I started with the first two SQL steps, they should be formatted decently, something like
PROC SQL;
CREATE TABLE SENARYO_FILTRE AS SELECT DISTINCT
t1.InstID,
t1.SimulationTime,
t1._CORRECTED_PD_,
t1._EIR_ADJUSTED_,
t1._PD_RATE_,
t1._PDM_,
t1.EL_LIFETIME_PARTIAL,
t1.EL_LIFETIME_WITH_REDISC,
t1.EL_LIFETIME_WITHOUT_REDISC,
T1.EL_BDDK
FROM
SAS_RSLT.ALLPRICE t1
WHERE t1.AnalysisName = "&SCENARIO.";
QUIT;
PROC SQL;
CREATE TABLE SENARYO_FILTRE_2 AS SELECT DISTINCT
t1.InstID,
t1.SimulationTime,
t1._CORRECTED_PD_,
t1._EIR_ADJUSTED_,
t1._PD_RATE_,
t1._PDM_,
t1.EL_LIFETIME_PARTIAL,
t1.EL_LIFETIME_WITH_REDISC,
t1.EL_LIFETIME_WITHOUT_REDISC,
t2.EL_1Y_TOTAL,
t2.IFRS_RATING,
T1.EL_BDDK,
t2.InstID AS key
FROM
WORK.SENARYO_FILTRE t1 LEFT JOIN
SAS_RSLT.ECL_ALLOCATION_DETAIL t2 ON (t1.InstID = t2.InstID)
ORDER BY
t1.InstID,
t1.SimulationTime
;
QUIT;
Now that these two steps can actually be read, it is obvious that they could be made into a single step:
PROC SQL;
CREATE TABLE SENARYO_FILTRE_2 AS SELECT DISTINCT
AllPrice.InstID,
AllPrice.SimulationTime,
AllPrice._CORRECTED_PD_,
AllPrice._EIR_ADJUSTED_,
AllPrice._PD_RATE_,
AllPrice._PDM_,
AllPrice.EL_LIFETIME_PARTIAL,
AllPrice.EL_LIFETIME_WITH_REDISC,
AllPrice.EL_LIFETIME_WITHOUT_REDISC,
Details.EL_1Y_TOTAL,
Details.IFRS_RATING,
AllPrice.EL_BDDK,
Details.InstID AS key
FROM
SAS_RSLT.ALLPRICE AllPrice LEFT JOIN
SAS_RSLT.ECL_ALLOCATION_DETAIL Details ON (AllPrice.InstID = Details.InstID)
where
AllPrice.AnalysisName = "&SCENARIO."
ORDER BY
AllPrice.InstID,
AllPrice.SimulationTime
;
QUIT;
Note that I replaced the original meaningless aliases (t1 and t2) with more meaningful names. In this case, it is almost unnecessary, as the code is relatively short, but if it gets a little bit more complicated, you cannot see the whole query on one page, and you have to scroll up and down to get the meaning of the different aliases (I have seen queries of several hundred lines, where aliases like a,b,c...,j were used, and then table "i" was read more than once, so the second version got the alias "ii" - completely unreadable).

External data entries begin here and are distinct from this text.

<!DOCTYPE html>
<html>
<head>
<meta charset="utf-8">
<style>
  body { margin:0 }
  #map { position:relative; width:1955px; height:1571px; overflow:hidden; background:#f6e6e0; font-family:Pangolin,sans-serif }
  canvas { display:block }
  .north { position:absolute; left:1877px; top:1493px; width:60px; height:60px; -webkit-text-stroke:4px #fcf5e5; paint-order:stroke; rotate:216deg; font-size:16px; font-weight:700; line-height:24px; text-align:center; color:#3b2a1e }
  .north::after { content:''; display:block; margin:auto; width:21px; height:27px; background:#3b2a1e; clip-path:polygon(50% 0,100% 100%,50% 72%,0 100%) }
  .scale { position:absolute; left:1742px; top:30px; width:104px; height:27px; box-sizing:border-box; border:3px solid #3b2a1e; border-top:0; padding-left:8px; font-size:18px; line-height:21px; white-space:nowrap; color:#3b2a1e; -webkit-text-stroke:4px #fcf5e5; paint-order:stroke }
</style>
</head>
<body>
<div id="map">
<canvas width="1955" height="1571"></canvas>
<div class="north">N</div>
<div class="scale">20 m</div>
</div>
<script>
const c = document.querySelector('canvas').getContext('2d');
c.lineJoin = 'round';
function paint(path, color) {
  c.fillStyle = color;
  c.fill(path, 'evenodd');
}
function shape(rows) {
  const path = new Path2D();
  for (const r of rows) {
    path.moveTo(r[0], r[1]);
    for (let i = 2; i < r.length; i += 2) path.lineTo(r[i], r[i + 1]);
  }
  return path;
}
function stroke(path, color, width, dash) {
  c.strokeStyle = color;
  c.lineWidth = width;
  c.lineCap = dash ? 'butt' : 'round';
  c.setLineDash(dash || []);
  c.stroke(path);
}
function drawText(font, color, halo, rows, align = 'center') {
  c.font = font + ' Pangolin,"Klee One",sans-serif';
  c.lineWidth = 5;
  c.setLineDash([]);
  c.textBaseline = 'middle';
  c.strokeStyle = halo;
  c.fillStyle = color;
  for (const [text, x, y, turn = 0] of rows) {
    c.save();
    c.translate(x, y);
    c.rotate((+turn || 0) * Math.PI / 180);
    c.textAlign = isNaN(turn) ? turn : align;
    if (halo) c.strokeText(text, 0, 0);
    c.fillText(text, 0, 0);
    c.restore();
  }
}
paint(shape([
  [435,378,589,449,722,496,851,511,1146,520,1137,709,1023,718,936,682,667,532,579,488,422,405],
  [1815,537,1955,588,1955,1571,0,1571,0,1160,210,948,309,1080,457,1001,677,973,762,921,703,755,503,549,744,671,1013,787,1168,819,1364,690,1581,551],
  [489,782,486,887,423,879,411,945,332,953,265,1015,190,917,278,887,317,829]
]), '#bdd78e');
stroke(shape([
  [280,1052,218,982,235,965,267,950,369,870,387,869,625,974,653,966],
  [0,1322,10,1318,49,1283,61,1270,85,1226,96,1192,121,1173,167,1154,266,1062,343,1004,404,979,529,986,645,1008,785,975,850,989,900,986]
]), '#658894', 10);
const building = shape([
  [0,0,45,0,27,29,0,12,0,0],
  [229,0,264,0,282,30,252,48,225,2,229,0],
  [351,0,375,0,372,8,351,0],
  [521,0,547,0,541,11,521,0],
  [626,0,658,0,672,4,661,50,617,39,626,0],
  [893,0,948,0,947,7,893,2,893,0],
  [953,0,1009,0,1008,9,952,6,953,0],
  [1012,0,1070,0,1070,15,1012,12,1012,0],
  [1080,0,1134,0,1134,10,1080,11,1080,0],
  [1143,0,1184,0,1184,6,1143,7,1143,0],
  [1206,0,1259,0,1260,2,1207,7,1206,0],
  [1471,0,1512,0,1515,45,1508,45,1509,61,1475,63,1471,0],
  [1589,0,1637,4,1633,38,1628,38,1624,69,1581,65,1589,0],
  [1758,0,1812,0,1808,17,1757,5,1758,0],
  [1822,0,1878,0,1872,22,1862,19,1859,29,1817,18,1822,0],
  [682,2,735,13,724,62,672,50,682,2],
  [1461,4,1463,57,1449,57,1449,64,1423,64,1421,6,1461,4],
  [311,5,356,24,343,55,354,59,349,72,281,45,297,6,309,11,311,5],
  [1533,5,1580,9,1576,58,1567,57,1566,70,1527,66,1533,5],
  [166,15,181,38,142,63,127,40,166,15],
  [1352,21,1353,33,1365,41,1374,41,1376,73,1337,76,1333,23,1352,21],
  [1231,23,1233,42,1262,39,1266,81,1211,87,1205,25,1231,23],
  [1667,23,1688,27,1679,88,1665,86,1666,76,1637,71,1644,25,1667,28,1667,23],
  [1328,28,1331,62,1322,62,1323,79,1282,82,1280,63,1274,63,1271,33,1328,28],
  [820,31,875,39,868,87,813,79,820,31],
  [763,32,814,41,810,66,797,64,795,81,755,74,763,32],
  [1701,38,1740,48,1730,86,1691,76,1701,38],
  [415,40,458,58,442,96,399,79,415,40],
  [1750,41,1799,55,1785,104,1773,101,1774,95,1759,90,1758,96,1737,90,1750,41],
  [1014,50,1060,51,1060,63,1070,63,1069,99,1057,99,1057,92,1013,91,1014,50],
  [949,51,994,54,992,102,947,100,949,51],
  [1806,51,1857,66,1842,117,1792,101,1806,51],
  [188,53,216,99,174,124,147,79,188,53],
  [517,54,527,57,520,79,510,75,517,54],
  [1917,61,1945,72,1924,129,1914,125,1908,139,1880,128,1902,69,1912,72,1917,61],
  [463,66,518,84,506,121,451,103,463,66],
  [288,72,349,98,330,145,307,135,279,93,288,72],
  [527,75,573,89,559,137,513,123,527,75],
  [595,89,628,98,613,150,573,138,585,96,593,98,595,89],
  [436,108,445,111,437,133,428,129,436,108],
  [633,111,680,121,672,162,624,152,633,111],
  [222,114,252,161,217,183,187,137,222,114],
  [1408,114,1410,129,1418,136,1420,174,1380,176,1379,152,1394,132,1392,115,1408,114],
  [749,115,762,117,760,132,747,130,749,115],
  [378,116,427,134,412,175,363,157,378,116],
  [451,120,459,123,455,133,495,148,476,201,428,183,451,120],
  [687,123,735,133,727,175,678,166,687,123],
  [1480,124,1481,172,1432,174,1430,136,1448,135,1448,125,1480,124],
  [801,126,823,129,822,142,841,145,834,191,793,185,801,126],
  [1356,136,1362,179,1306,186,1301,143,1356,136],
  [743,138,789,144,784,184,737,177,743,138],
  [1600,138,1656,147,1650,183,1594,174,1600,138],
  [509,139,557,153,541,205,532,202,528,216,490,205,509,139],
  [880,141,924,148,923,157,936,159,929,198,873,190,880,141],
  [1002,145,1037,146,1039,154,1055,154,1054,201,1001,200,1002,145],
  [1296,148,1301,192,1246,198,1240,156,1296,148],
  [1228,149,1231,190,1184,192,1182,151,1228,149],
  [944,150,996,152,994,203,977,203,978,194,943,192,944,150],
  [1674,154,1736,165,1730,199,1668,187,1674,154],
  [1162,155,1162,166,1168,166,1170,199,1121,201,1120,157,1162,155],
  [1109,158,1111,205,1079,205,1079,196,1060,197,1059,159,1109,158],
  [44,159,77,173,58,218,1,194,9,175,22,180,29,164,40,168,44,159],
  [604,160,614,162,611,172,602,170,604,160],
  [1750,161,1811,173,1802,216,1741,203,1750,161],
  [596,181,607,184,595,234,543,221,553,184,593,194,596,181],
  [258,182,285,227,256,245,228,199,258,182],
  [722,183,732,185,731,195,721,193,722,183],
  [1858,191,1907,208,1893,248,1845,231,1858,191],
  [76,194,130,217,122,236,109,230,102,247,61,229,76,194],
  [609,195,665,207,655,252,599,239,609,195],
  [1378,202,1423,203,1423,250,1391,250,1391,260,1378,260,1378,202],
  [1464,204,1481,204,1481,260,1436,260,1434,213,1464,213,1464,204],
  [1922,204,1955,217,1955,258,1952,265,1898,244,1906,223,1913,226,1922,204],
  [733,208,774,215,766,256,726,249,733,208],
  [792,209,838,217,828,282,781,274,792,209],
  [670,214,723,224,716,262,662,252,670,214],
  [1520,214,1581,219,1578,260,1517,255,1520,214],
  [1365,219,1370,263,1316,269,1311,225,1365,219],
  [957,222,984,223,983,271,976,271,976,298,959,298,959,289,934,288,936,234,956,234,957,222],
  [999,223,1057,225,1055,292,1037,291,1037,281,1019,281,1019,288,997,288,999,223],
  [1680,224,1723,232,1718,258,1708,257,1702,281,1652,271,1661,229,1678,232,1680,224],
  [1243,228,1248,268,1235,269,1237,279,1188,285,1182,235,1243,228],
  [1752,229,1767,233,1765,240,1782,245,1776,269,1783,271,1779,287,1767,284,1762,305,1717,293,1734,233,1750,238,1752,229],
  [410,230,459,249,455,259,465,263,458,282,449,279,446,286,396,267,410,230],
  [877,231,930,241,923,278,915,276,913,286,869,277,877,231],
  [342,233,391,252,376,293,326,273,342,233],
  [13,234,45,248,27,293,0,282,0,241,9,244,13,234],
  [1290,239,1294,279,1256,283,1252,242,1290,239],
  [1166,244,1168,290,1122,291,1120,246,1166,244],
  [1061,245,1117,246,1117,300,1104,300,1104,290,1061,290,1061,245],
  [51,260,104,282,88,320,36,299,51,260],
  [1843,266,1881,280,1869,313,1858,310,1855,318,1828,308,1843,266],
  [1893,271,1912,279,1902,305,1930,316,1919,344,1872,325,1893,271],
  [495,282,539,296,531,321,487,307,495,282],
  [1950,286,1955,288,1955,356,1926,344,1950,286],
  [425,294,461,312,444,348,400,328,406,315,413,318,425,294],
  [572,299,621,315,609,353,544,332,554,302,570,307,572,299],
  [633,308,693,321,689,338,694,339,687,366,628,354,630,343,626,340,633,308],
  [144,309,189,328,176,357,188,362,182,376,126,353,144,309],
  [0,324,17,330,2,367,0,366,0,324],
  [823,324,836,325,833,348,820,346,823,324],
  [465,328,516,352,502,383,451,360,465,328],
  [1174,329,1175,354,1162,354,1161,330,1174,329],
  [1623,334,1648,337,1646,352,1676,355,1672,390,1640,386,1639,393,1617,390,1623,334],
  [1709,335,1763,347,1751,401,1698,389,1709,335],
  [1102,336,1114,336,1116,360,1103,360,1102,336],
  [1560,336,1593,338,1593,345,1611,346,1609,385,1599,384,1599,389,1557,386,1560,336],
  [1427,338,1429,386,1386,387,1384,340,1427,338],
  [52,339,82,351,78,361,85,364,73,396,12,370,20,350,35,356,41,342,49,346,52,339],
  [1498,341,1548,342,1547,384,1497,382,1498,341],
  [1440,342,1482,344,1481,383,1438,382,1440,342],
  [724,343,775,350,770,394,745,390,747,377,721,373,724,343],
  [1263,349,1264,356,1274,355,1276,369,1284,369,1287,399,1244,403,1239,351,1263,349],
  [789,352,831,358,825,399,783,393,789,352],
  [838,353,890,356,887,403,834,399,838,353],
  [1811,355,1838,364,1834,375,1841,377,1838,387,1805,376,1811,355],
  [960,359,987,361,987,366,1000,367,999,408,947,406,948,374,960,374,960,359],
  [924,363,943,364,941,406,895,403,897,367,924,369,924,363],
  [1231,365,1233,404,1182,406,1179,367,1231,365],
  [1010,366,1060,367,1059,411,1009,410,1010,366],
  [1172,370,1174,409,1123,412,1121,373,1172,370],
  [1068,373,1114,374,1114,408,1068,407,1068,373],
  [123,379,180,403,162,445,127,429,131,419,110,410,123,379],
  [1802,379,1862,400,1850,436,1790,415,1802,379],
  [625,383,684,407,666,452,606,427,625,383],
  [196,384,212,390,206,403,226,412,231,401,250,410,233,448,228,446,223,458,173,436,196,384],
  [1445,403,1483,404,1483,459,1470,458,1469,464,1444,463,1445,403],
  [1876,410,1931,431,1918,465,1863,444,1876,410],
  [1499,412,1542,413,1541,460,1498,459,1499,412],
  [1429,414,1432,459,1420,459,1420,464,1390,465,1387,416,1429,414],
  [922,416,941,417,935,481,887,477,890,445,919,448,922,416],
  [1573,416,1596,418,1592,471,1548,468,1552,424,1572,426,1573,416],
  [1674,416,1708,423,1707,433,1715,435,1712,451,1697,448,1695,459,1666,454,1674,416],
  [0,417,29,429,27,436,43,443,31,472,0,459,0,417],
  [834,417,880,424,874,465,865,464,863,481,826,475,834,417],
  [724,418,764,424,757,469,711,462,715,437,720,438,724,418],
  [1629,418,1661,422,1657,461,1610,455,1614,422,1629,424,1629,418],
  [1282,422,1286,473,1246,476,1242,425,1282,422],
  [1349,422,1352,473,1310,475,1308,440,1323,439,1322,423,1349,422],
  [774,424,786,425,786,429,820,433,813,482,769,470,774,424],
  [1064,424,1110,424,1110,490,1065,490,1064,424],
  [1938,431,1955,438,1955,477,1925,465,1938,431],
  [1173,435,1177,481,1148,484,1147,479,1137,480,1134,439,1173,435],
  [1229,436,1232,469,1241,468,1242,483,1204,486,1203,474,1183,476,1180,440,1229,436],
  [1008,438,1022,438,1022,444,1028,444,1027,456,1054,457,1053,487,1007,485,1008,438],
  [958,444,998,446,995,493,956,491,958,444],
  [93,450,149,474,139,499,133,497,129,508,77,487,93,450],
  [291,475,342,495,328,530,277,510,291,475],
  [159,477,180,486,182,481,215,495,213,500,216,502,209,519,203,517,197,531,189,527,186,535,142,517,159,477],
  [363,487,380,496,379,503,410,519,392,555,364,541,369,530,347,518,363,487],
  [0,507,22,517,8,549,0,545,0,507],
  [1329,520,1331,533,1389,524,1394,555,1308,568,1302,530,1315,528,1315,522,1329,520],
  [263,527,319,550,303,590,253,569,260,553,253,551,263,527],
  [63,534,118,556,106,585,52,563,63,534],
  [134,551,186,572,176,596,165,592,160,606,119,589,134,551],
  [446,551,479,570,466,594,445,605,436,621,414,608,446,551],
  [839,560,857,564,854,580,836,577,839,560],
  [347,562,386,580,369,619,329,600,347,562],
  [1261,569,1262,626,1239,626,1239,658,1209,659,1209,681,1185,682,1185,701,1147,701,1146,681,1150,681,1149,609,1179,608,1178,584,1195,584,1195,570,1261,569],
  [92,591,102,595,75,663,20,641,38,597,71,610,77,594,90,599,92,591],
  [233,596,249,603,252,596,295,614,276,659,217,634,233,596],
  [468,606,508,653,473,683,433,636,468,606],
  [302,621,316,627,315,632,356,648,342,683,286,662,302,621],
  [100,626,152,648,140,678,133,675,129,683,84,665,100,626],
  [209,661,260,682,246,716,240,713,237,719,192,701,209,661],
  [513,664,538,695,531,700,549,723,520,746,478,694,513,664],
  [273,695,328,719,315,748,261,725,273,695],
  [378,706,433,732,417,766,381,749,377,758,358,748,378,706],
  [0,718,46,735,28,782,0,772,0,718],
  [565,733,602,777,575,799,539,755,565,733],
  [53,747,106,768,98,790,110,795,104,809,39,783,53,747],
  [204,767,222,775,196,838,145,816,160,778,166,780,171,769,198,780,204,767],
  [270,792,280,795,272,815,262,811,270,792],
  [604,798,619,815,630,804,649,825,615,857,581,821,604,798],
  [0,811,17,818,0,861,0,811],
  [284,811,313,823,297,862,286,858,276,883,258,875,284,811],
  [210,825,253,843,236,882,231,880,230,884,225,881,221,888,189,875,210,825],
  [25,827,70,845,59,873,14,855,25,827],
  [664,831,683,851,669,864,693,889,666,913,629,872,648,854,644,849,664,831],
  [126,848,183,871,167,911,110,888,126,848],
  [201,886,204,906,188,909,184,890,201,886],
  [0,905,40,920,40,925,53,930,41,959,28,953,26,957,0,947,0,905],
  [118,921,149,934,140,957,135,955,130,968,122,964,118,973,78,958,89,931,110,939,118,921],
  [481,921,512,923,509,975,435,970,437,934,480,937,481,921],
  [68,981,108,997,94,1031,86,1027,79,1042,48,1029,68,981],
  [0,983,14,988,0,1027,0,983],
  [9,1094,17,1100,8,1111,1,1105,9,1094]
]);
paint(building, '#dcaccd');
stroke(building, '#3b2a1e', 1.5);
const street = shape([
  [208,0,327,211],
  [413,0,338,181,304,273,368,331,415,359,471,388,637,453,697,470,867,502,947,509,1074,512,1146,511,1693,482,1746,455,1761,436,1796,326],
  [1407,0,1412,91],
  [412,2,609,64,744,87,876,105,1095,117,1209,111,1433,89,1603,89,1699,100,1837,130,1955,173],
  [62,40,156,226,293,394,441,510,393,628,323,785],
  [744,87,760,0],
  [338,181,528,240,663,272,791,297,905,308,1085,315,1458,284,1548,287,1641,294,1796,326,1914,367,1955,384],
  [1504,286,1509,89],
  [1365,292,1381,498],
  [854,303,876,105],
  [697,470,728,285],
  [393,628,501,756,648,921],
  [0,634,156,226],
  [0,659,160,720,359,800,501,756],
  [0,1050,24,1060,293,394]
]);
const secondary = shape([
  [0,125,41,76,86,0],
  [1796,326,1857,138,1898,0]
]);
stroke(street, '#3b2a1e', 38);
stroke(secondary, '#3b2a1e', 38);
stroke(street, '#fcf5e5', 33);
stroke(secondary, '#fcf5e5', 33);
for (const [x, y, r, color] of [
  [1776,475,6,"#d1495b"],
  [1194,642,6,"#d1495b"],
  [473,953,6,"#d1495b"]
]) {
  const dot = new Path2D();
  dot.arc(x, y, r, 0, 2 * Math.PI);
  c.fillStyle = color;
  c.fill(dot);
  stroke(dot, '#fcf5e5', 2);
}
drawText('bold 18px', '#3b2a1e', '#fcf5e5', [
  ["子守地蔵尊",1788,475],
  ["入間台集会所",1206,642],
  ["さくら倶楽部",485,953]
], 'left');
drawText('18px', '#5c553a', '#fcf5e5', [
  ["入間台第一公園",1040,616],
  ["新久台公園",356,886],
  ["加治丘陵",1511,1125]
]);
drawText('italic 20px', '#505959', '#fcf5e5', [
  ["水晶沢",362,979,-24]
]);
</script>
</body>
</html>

The data step should also be formatted, but while formatting it I noticed that the same code was repeated over and over again. So what the actual data step boils down to is this:
data SENARYO_FILTRE_3;
set SENARYO_FILTRE_2;
array PDM[10];
array CORRECTEDPD[10];
array DISCOUNT[10];
array PDRATE[10];
array EL[10];
array CUM_R_EL[10];
array CUM_EL[10];
if instid = key and SimulationTime=in(1,2,3,4,5,6,7,8,9,10) then do;
CUM_R_EL[SimulationTime]= EL_LIFETIME_WITH_REDISC;
PDRATE[SimulationTime]= _PD_RATE_;
CUM_EL[SimulationTime]= EL_LIFETIME_WITHOUT_REDISC;
EL[SimulationTime]= EL_LIFETIME_PARTIAL;
DISCOUNT[SimulationTime]= _EIR_ADJUSTED_;
PDM[SimulationTime]= _PDM_;
CORRECTEDPD[SimulationTime]= _CORRECTED_PD_;
end;
run;
Which leaves the interesting question: what to do when SimulationTime is not one of the values 1 to 10? It seems that the record is output, but without any calculated values. As all the variables are summed later, it "does not matter" - except for performance, which appears to be what you are looking to improve. So you may put in an "ELSE DELETE" statement here, or just change the IF statement to a subsetting IF - but wait, you could also change that to a WHERE clause, even faster:
data SENARYO_FILTRE_3;
set SENARYO_FILTRE_2;
where instid = key and SimulationTime in(1,2,3,4,5,6,7,8,9,10);
array PDM[10];
array CORRECTEDPD[10];
array DISCOUNT[10];
array PDRATE[10];
array EL[10];
array CUM_R_EL[10];
array CUM_EL[10];
CUM_R_EL[SimulationTime]= EL_LIFETIME_WITH_REDISC;
PDRATE[SimulationTime]= _PD_RATE_;
CUM_EL[SimulationTime]= EL_LIFETIME_WITHOUT_REDISC;
EL[SimulationTime]= EL_LIFETIME_PARTIAL;
DISCOUNT[SimulationTime]= _EIR_ADJUSTED_;
PDM[SimulationTime]= _PDM_;
CORRECTEDPD[SimulationTime]= _CORRECTED_PD_;
run;
Actually, it would have been even smarter to put that as a condition in the previous step. Or rather, don't use LEFT JOIN in the first step, as you carefully get rid of the data where there is no INSTID for the KEY.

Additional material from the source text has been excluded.